▶ What to work on
The exercise calls for a faithful copy of all the data.

▶ Records shown
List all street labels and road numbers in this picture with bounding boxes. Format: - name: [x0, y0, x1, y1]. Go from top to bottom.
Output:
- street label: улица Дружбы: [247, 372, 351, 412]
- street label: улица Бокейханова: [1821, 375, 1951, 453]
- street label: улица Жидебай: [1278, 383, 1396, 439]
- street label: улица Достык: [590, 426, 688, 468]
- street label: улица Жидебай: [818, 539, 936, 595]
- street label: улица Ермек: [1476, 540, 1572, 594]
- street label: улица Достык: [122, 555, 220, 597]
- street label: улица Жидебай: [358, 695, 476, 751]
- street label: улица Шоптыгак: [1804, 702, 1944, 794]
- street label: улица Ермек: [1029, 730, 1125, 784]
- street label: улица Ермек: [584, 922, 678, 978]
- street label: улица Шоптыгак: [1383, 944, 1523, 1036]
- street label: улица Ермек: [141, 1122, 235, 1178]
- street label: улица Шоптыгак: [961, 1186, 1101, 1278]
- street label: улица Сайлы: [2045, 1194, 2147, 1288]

▶ Result of this task
List all street labels and road numbers in this picture with bounding boxes. Format: - name: [x0, y0, x1, y1]. Go from top to bottom.
Output:
- street label: улица Дружбы: [247, 372, 351, 412]
- street label: улица Бокейханова: [1821, 375, 1951, 453]
- street label: улица Жидебай: [1278, 383, 1396, 439]
- street label: улица Достык: [590, 426, 688, 468]
- street label: улица Жидебай: [818, 539, 936, 595]
- street label: улица Ермек: [1476, 540, 1572, 594]
- street label: улица Достык: [122, 555, 220, 597]
- street label: улица Жидебай: [358, 695, 476, 751]
- street label: улица Шоптыгак: [1804, 702, 1944, 794]
- street label: улица Ермек: [1029, 730, 1125, 784]
- street label: улица Ермек: [584, 922, 678, 978]
- street label: улица Шоптыгак: [1383, 944, 1523, 1036]
- street label: улица Ермек: [141, 1122, 235, 1178]
- street label: улица Шоптыгак: [961, 1186, 1101, 1278]
- street label: улица Сайлы: [2045, 1194, 2147, 1288]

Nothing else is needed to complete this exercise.